● Exercise details
Could you return the data below exactly as it appears?

** Opening Records supplied block **

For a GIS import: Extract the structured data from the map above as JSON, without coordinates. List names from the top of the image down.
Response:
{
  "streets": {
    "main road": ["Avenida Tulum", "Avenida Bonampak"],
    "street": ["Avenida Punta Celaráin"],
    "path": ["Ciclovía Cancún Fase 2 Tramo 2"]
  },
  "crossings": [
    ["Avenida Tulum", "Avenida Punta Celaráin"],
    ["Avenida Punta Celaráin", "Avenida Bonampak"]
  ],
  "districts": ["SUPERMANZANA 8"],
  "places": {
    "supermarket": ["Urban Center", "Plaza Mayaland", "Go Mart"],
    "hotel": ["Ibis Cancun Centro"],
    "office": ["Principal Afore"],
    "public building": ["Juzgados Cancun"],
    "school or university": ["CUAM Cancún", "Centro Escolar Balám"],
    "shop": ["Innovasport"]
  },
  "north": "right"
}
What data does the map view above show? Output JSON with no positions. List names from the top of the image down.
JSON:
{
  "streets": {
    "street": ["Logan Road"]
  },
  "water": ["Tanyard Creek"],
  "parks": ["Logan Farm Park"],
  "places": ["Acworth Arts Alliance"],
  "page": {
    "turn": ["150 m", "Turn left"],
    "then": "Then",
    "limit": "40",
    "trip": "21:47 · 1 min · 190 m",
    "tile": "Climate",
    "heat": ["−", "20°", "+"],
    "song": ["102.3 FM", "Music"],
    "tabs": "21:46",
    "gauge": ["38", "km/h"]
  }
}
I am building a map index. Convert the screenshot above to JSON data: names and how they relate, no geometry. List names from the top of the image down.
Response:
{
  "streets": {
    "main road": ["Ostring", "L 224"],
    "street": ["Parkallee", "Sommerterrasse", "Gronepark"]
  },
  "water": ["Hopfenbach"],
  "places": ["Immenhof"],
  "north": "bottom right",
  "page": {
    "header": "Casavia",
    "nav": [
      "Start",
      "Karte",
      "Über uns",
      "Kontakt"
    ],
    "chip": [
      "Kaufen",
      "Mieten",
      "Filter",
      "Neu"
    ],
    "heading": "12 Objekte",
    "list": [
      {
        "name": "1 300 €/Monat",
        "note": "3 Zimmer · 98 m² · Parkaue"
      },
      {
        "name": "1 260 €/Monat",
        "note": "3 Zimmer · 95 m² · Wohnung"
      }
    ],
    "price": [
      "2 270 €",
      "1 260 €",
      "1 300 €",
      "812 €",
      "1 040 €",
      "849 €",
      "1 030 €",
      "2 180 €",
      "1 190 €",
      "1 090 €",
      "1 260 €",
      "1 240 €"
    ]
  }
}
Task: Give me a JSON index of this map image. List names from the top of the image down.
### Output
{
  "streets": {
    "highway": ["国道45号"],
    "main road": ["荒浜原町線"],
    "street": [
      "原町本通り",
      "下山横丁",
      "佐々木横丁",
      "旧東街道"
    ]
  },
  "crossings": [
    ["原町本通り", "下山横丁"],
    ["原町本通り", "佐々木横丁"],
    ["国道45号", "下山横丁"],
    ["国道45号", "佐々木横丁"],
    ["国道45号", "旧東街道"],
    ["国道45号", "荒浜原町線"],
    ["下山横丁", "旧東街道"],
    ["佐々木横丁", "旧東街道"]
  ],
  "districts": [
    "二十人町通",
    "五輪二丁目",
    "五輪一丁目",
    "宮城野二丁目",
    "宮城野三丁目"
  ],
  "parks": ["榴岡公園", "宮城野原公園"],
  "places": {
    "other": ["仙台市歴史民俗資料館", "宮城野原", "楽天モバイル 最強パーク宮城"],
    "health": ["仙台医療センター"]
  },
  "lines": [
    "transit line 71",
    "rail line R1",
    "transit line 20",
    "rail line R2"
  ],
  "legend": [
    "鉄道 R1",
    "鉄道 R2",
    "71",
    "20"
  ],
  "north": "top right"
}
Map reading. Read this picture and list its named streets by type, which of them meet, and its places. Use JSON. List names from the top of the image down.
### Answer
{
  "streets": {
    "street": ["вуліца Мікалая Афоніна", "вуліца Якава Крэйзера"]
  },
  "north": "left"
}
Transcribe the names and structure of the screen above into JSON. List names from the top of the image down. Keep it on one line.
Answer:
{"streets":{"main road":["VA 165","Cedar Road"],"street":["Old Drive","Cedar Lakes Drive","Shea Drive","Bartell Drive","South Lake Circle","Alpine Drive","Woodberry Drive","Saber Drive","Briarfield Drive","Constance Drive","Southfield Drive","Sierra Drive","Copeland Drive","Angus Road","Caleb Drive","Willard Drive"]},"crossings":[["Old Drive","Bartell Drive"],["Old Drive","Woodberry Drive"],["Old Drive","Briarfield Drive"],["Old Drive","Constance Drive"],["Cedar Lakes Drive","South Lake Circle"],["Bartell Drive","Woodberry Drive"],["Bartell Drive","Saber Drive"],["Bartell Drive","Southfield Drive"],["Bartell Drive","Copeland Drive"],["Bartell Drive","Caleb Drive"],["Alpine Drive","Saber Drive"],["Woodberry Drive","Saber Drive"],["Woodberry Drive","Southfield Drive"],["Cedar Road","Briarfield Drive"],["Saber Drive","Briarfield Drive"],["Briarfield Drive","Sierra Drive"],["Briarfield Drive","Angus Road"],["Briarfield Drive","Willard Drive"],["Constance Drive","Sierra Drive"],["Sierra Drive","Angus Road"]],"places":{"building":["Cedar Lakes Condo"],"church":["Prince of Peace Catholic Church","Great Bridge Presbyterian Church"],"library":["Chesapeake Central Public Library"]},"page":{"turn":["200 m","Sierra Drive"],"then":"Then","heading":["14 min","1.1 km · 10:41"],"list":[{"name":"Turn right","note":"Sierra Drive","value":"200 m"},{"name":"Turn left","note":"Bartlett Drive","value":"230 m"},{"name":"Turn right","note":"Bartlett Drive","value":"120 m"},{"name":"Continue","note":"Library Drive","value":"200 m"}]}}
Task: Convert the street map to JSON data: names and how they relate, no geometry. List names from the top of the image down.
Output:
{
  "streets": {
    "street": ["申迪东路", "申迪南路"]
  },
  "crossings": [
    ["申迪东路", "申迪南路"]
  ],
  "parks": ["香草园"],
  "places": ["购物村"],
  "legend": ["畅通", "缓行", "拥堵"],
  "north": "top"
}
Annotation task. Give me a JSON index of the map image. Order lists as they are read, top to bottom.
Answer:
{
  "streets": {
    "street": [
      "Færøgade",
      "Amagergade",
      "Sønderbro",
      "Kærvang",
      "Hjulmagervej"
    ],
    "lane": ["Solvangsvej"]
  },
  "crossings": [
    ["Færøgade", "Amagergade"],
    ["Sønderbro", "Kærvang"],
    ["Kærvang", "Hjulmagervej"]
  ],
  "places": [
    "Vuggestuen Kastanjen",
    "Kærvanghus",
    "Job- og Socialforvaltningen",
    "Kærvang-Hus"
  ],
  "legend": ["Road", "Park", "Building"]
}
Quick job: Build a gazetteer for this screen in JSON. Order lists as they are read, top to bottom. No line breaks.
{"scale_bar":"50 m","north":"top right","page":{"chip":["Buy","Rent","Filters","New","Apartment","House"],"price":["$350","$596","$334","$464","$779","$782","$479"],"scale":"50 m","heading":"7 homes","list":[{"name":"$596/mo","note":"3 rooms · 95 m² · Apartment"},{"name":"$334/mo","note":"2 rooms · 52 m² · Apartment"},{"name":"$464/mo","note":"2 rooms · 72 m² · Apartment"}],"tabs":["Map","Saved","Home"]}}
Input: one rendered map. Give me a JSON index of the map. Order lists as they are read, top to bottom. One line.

** Closing Records supplied block **

● Result below
For a GIS import: Extract the structured data from the map above as JSON, without coordinates. List names from the top of the image down.
Response:
{
  "streets": {
    "main road": ["Avenida Tulum", "Avenida Bonampak"],
    "street": ["Avenida Punta Celaráin"],
    "path": ["Ciclovía Cancún Fase 2 Tramo 2"]
  },
  "crossings": [
    ["Avenida Tulum", "Avenida Punta Celaráin"],
    ["Avenida Punta Celaráin", "Avenida Bonampak"]
  ],
  "districts": ["SUPERMANZANA 8"],
  "places": {
    "supermarket": ["Urban Center", "Plaza Mayaland", "Go Mart"],
    "hotel": ["Ibis Cancun Centro"],
    "office": ["Principal Afore"],
    "public building": ["Juzgados Cancun"],
    "school or university": ["CUAM Cancún", "Centro Escolar Balám"],
    "shop": ["Innovasport"]
  },
  "north": "right"
}
What data does the map view above show? Output JSON with no positions. List names from the top of the image down.
JSON:
{
  "streets": {
    "street": ["Logan Road"]
  },
  "water": ["Tanyard Creek"],
  "parks": ["Logan Farm Park"],
  "places": ["Acworth Arts Alliance"],
  "page": {
    "turn": ["150 m", "Turn left"],
    "then": "Then",
    "limit": "40",
    "trip": "21:47 · 1 min · 190 m",
    "tile": "Climate",
    "heat": ["−", "20°", "+"],
    "song": ["102.3 FM", "Music"],
    "tabs": "21:46",
    "gauge": ["38", "km/h"]
  }
}
I am building a map index. Convert the screenshot above to JSON data: names and how they relate, no geometry. List names from the top of the image down.
Response:
{
  "streets": {
    "main road": ["Ostring", "L 224"],
    "street": ["Parkallee", "Sommerterrasse", "Gronepark"]
  },
  "water": ["Hopfenbach"],
  "places": ["Immenhof"],
  "north": "bottom right",
  "page": {
    "header": "Casavia",
    "nav": [
      "Start",
      "Karte",
      "Über uns",
      "Kontakt"
    ],
    "chip": [
      "Kaufen",
      "Mieten",
      "Filter",
      "Neu"
    ],
    "heading": "12 Objekte",
    "list": [
      {
        "name": "1 300 €/Monat",
        "note": "3 Zimmer · 98 m² · Parkaue"
      },
      {
        "name": "1 260 €/Monat",
        "note": "3 Zimmer · 95 m² · Wohnung"
      }
    ],
    "price": [
      "2 270 €",
      "1 260 €",
      "1 300 €",
      "812 €",
      "1 040 €",
      "849 €",
      "1 030 €",
      "2 180 €",
      "1 190 €",
      "1 090 €",
      "1 260 €",
      "1 240 €"
    ]
  }
}
Task: Give me a JSON index of this map image. List names from the top of the image down.
### Output
{
  "streets": {
    "highway": ["国道45号"],
    "main road": ["荒浜原町線"],
    "street": [
      "原町本通り",
      "下山横丁",
      "佐々木横丁",
      "旧東街道"
    ]
  },
  "crossings": [
    ["原町本通り", "下山横丁"],
    ["原町本通り", "佐々木横丁"],
    ["国道45号", "下山横丁"],
    ["国道45号", "佐々木横丁"],
    ["国道45号", "旧東街道"],
    ["国道45号", "荒浜原町線"],
    ["下山横丁", "旧東街道"],
    ["佐々木横丁", "旧東街道"]
  ],
  "districts": [
    "二十人町通",
    "五輪二丁目",
    "五輪一丁目",
    "宮城野二丁目",
    "宮城野三丁目"
  ],
  "parks": ["榴岡公園", "宮城野原公園"],
  "places": {
    "other": ["仙台市歴史民俗資料館", "宮城野原", "楽天モバイル 最強パーク宮城"],
    "health": ["仙台医療センター"]
  },
  "lines": [
    "transit line 71",
    "rail line R1",
    "transit line 20",
    "rail line R2"
  ],
  "legend": [
    "鉄道 R1",
    "鉄道 R2",
    "71",
    "20"
  ],
  "north": "top right"
}
Map reading. Read this picture and list its named streets by type, which of them meet, and its places. Use JSON. List names from the top of the image down.
### Answer
{
  "streets": {
    "street": ["вуліца Мікалая Афоніна", "вуліца Якава Крэйзера"]
  },
  "north": "left"
}
Transcribe the names and structure of the screen above into JSON. List names from the top of the image down. Keep it on one line.
Answer:
{"streets":{"main road":["VA 165","Cedar Road"],"street":["Old Drive","Cedar Lakes Drive","Shea Drive","Bartell Drive","South Lake Circle","Alpine Drive","Woodberry Drive","Saber Drive","Briarfield Drive","Constance Drive","Southfield Drive","Sierra Drive","Copeland Drive","Angus Road","Caleb Drive","Willard Drive"]},"crossings":[["Old Drive","Bartell Drive"],["Old Drive","Woodberry Drive"],["Old Drive","Briarfield Drive"],["Old Drive","Constance Drive"],["Cedar Lakes Drive","South Lake Circle"],["Bartell Drive","Woodberry Drive"],["Bartell Drive","Saber Drive"],["Bartell Drive","Southfield Drive"],["Bartell Drive","Copeland Drive"],["Bartell Drive","Caleb Drive"],["Alpine Drive","Saber Drive"],["Woodberry Drive","Saber Drive"],["Woodberry Drive","Southfield Drive"],["Cedar Road","Briarfield Drive"],["Saber Drive","Briarfield Drive"],["Briarfield Drive","Sierra Drive"],["Briarfield Drive","Angus Road"],["Briarfield Drive","Willard Drive"],["Constance Drive","Sierra Drive"],["Sierra Drive","Angus Road"]],"places":{"building":["Cedar Lakes Condo"],"church":["Prince of Peace Catholic Church","Great Bridge Presbyterian Church"],"library":["Chesapeake Central Public Library"]},"page":{"turn":["200 m","Sierra Drive"],"then":"Then","heading":["14 min","1.1 km · 10:41"],"list":[{"name":"Turn right","note":"Sierra Drive","value":"200 m"},{"name":"Turn left","note":"Bartlett Drive","value":"230 m"},{"name":"Turn right","note":"Bartlett Drive","value":"120 m"},{"name":"Continue","note":"Library Drive","value":"200 m"}]}}
Task: Convert the street map to JSON data: names and how they relate, no geometry. List names from the top of the image down.
Output:
{
  "streets": {
    "street": ["申迪东路", "申迪南路"]
  },
  "crossings": [
    ["申迪东路", "申迪南路"]
  ],
  "parks": ["香草园"],
  "places": ["购物村"],
  "legend": ["畅通", "缓行", "拥堵"],
  "north": "top"
}
Annotation task. Give me a JSON index of the map image. Order lists as they are read, top to bottom.
Answer:
{
  "streets": {
    "street": [
      "Færøgade",
      "Amagergade",
      "Sønderbro",
      "Kærvang",
      "Hjulmagervej"
    ],
    "lane": ["Solvangsvej"]
  },
  "crossings": [
    ["Færøgade", "Amagergade"],
    ["Sønderbro", "Kærvang"],
    ["Kærvang", "Hjulmagervej"]
  ],
  "places": [
    "Vuggestuen Kastanjen",
    "Kærvanghus",
    "Job- og Socialforvaltningen",
    "Kærvang-Hus"
  ],
  "legend": ["Road", "Park", "Building"]
}
Quick job: Build a gazetteer for this screen in JSON. Order lists as they are read, top to bottom. No line breaks.
{"scale_bar":"50 m","north":"top right","page":{"chip":["Buy","Rent","Filters","New","Apartment","House"],"price":["$350","$596","$334","$464","$779","$782","$479"],"scale":"50 m","heading":"7 homes","list":[{"name":"$596/mo","note":"3 rooms · 95 m² · Apartment"},{"name":"$334/mo","note":"2 rooms · 52 m² · Apartment"},{"name":"$464/mo","note":"2 rooms · 72 m² · Apartment"}],"tabs":["Map","Saved","Home"]}}
Input: one rendered map. Give me a JSON index of the map. Order lists as they are read, top to bottom. One line.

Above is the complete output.